GIF showing a tile grid map of Afria with different tiles (countries) highlighted in purple.

I absolutely love using R for data visualization. Why? Because R makes it easy to create multiple plots with the same, consistent formatting with little effort. In fact, you can wrap the entire plotting process in a nice little function that you can use whenever you want. Trust me, once you give it a try, you'll never go back!

 

What is a function?

A function is a block of code you can reuse to perform a specific task. That's a fancy way of saying if you find yourself repeating the same series of steps over…

and over

and over

and over again…

Consider writing a function.

Functions can save you time and a whole lot of manual copy-paste work.

 

Writing Functions in R

Functions take inputs, execute a task, and return an output(s). The "body" of the function contains statements and expressions that perform specific actions or calculations.

functionName = function(argument1, argument2){
    # place statements that perform 
    # specific actions or calculations here
}

where

  • functionName is the name of your function.

  • argument1 is the first argument, and argument2 is the second argument.

  • The commented text is where you would enter statements to be executed.

  

A Simple Example

Here is a simple example. Say you want to create a function called wordJoin that combines two words into one.

You could write:

wordJoin = function(word1, word2) {
    paste0(word1, word2)
}

Note: word1 is the first argument, and word2 is the second argument. Also, yes, paste0() is a built-in function.

Enter the function into your console and call the function to join the two words mouse and trap together:

wordJoin("mouse", "trap")
[1] "mousetrap"

Pretty easy, right? Well, you can use the same logic to write functions that create stylized charts.

 

Creating a Chart in R

ggplot2 is my go-to package for creating charts in R. The package offers A LOT of flexibility and works well with a laundry list of companion packages to do everything from customizing text to building custom color palettes to adding interactivity.

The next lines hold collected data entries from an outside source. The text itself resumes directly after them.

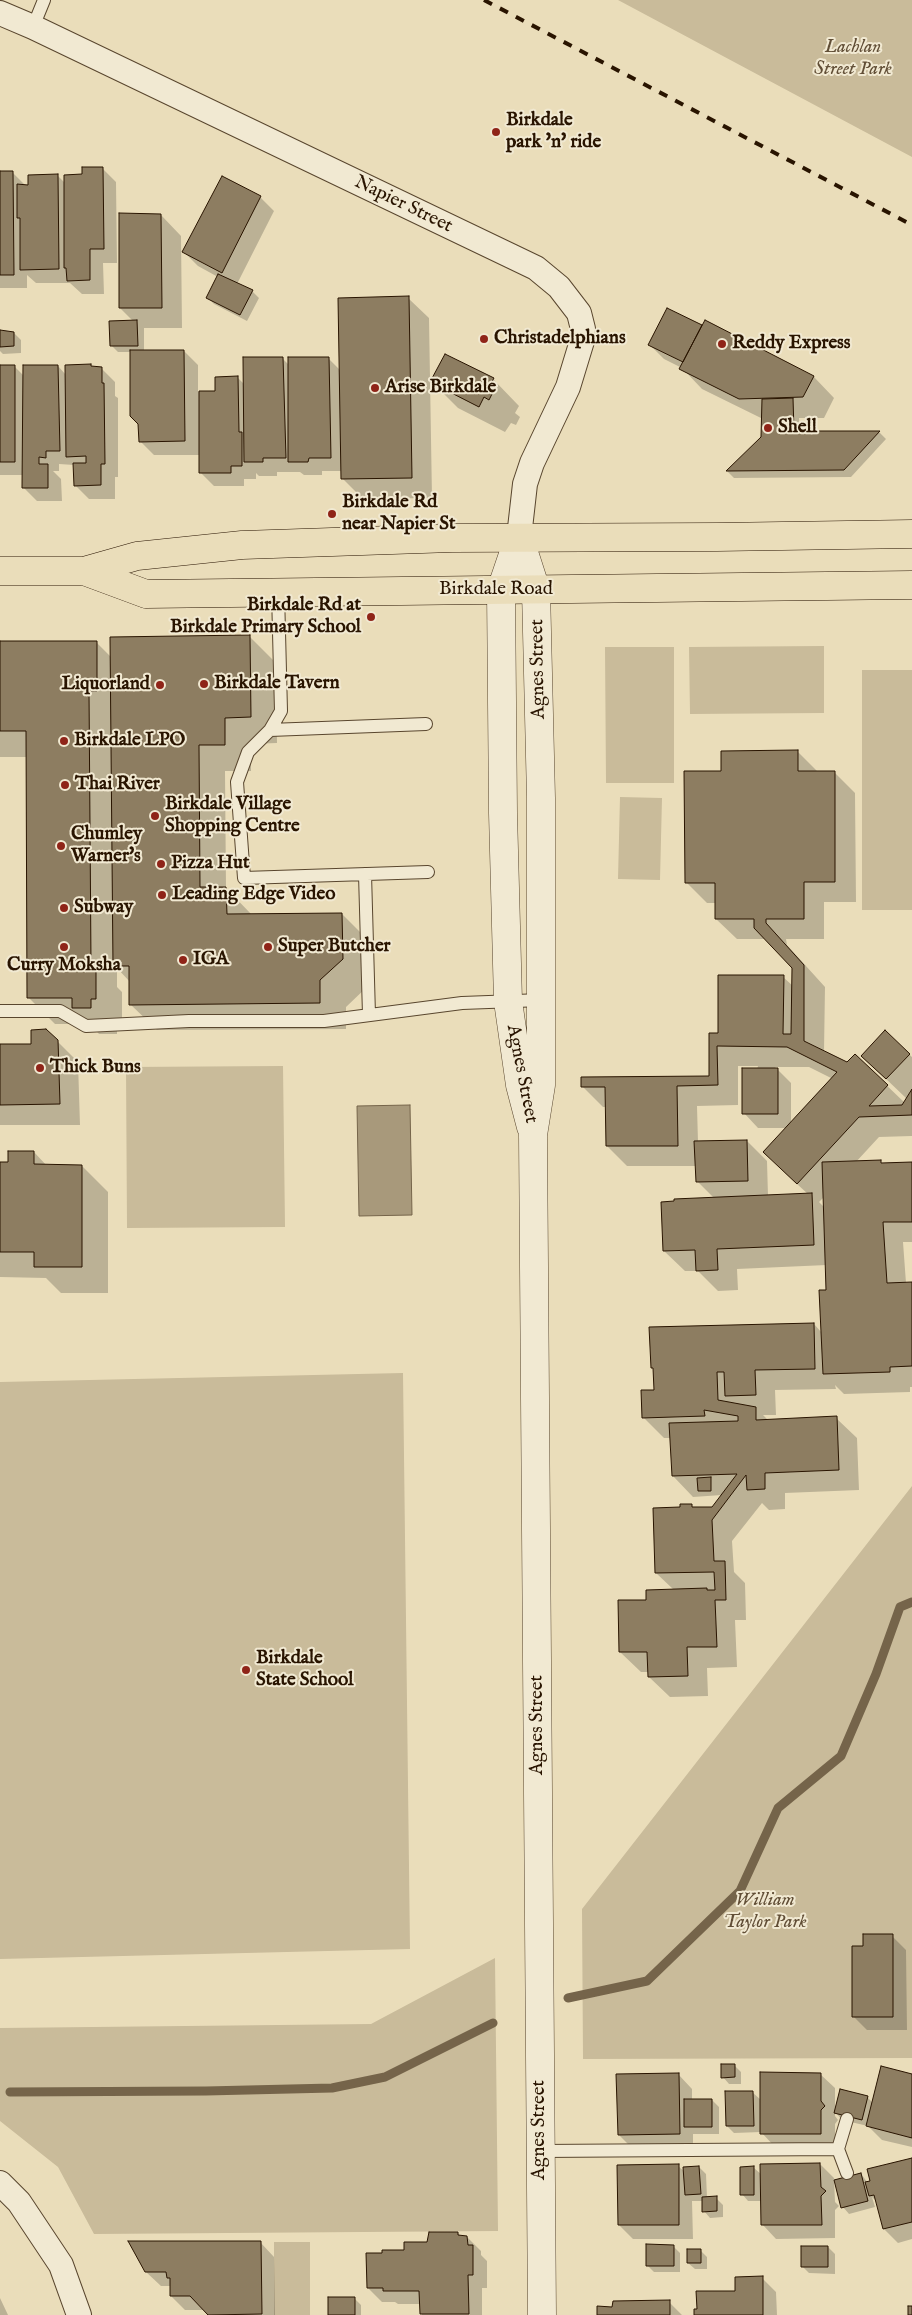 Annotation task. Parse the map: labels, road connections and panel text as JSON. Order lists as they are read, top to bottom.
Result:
{
  "streets": {
    "main road": ["Birkdale Road"],
    "street": ["Napier Street", "Agnes Street"]
  },
  "crossings": [
    ["Napier Street", "Birkdale Road"],
    ["Napier Street", "Agnes Street"],
    ["Birkdale Road", "Agnes Street"]
  ],
  "parks": ["Lachlan Street Park", "William Taylor Park"],
  "places": [
    "Birkdale park 'n' ride",
    "Christadelphians",
    "Reddy Express",
    "Arise Birkdale",
    "Shell",
    "Birkdale Rd near Napier St",
    "Birkdale Rd at Birkdale Primary School",
    "Birkdale Tavern",
    "Liquorland",
    "Birkdale LPO",
    "Thai River",
    "Birkdale Village Shopping Centre",
    "Chumley Warner's",
    "Pizza Hut",
    "Leading Edge Video",
    "Subway",
    "Curry Moksha",
    "Super Butcher",
    "IGA",
    "Thick Buns",
    "Birkdale State School"
  ]
} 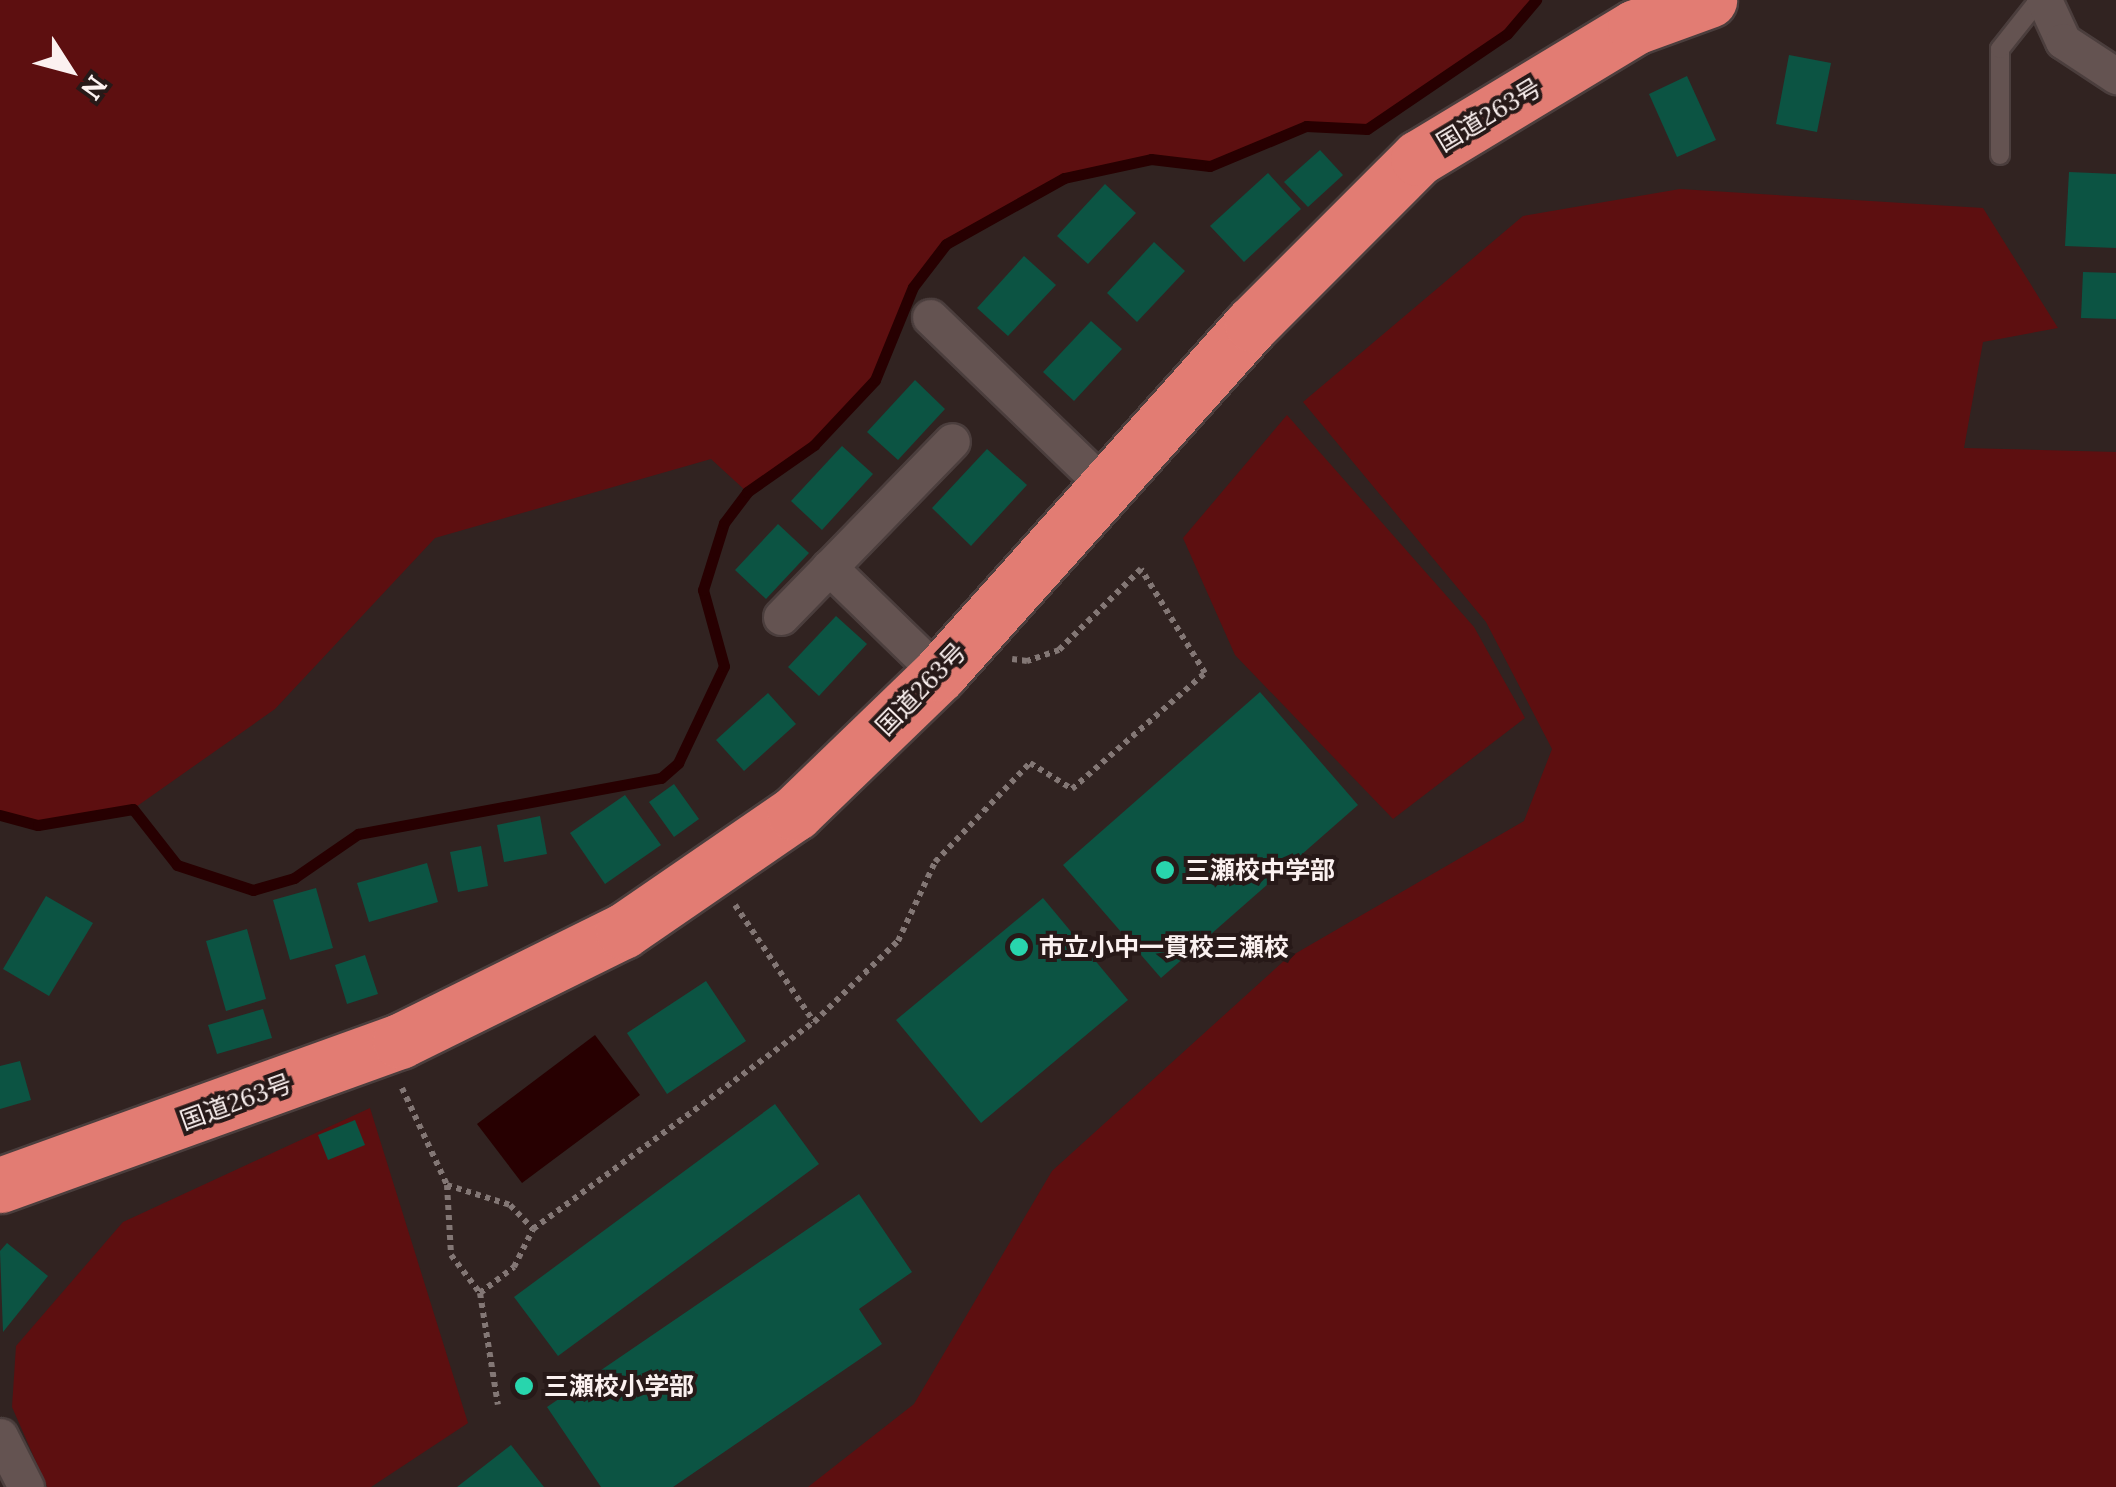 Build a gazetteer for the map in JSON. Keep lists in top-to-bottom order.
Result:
{
  "streets": {
    "highway": ["国道263号"]
  },
  "places": ["三瀬校中学部", "市立小中一貫校三瀬校", "三瀬校小学部"],
  "north": "bottom right"
} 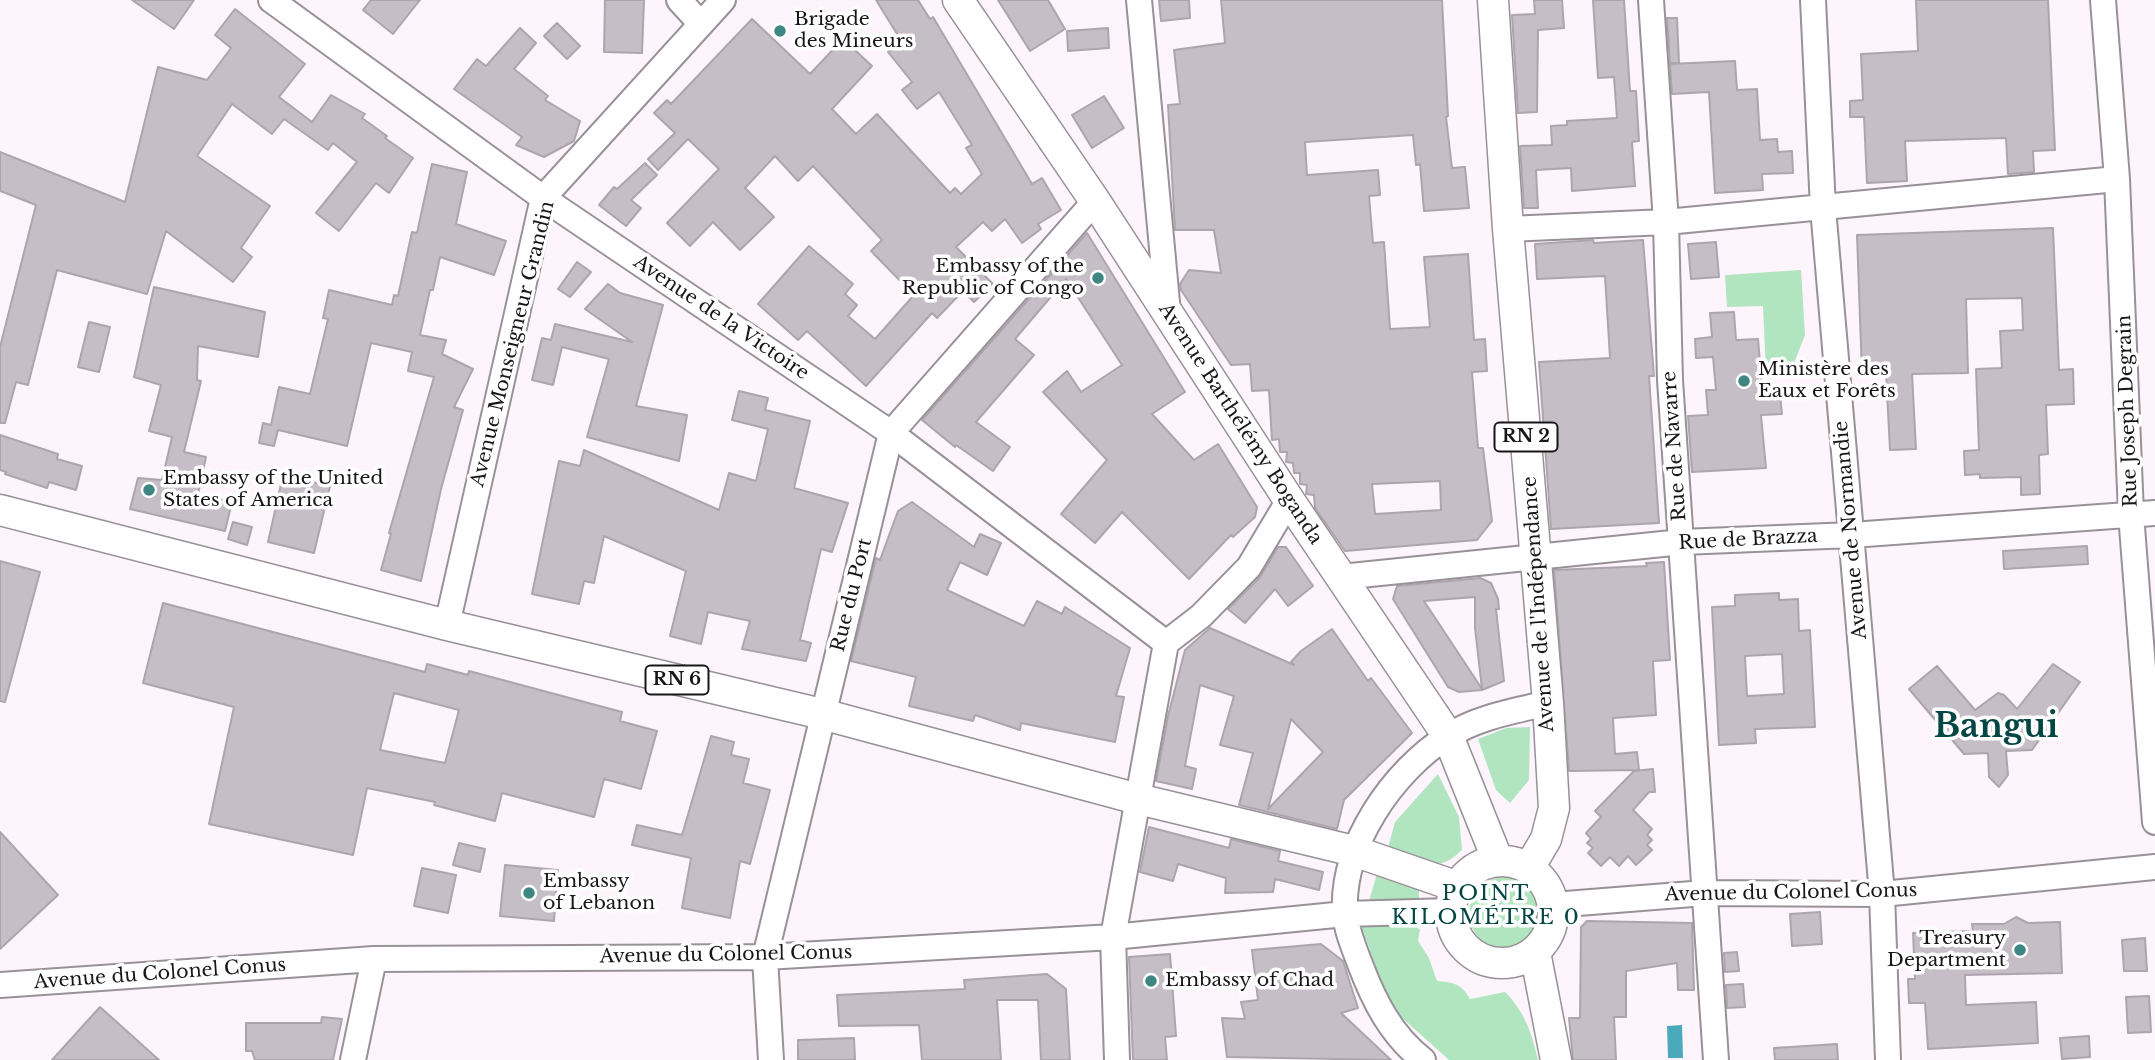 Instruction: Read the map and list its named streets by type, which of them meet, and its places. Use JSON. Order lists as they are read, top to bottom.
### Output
{
  "streets": {
    "main road": [
      "Avenue Barthélémy Boganda",
      "RN 2",
      "Avenue de l'Indépendance",
      "RN 6"
    ],
    "street": [
      "Avenue de la Victoire",
      "Avenue Monseigneur Grandin",
      "Rue Joseph Degrain",
      "Rue de Navarre",
      "Avenue de Normandie",
      "Rue de Brazza",
      "Rue du Port",
      "Avenue du Colonel Conus"
    ]
  },
  "crossings": [
    ["Avenue de la Victoire", "Avenue Monseigneur Grandin"],
    ["Avenue de la Victoire", "Rue du Port"],
    ["Avenue Monseigneur Grandin", "RN 6"],
    ["Rue Joseph Degrain", "Rue de Brazza"],
    ["Avenue Barthélémy Boganda", "Rue de Brazza"],
    ["Avenue Barthélémy Boganda", "Rue du Port"],
    ["Avenue Barthélémy Boganda", "Avenue de l'Indépendance"],
    ["Avenue Barthélémy Boganda", "RN 6"],
    ["Avenue Barthélémy Boganda", "Avenue du Colonel Conus"],
    ["Rue de Navarre", "Rue de Brazza"],
    ["Rue de Navarre", "Avenue du Colonel Conus"],
    ["Avenue de Normandie", "Rue de Brazza"],
    ["Avenue de Normandie", "Avenue du Colonel Conus"],
    ["Rue de Brazza", "Avenue de l'Indépendance"],
    ["Rue du Port", "RN 6"],
    ["Rue du Port", "Avenue du Colonel Conus"],
    ["Avenue de l'Indépendance", "RN 6"],
    ["Avenue de l'Indépendance", "Avenue du Colonel Conus"],
    ["RN 6", "Avenue du Colonel Conus"]
  ],
  "districts": ["Bangui", "POINT KILOMÉTRE 0"],
  "places": [
    "Brigade des Mineurs",
    "Embassy of the Republic of Congo",
    "Ministère des Eaux et Forêts",
    "Embassy of the United States of America",
    "Embassy of Lebanon",
    "Treasury Department",
    "Embassy of Chad"
  ]
}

Say you work as a dashboard developer at an organization whose mission is to promote Inclusive growth and sustainable development in Africa. Your boss asks you to create a series of static country profiles. Each profile should have a map of Africa, with the (current) country highlighted, and the two-letter country code (abbreviation) should be visible.

You set off to work and decide to produce a tile grid map.

## set plot dimensions
dev.new(width = 5.25, height = 4.75)
ggplot(tileGrid, aes(x = x, y = y)) +
    geom_point(aes(color ="#B3B3B3"), shape = "square", size = 13) +
    scale_color_identity() +
    geom_text(aes(label = code, color ="#444444"),  vjust = 0.5, hjust = 0.5, 
            fontface = "plain", size = 4.5, family = "Helvetica Neue") +
    scale_x_continuous(limits = c(10,20)) +
    scale_y_reverse() +
    theme_void()
Tile Grid Map of Africa.

Ok, it looks great. But your boss wants EACH country to have its own profile where its corresponding tile on the map is highlighted.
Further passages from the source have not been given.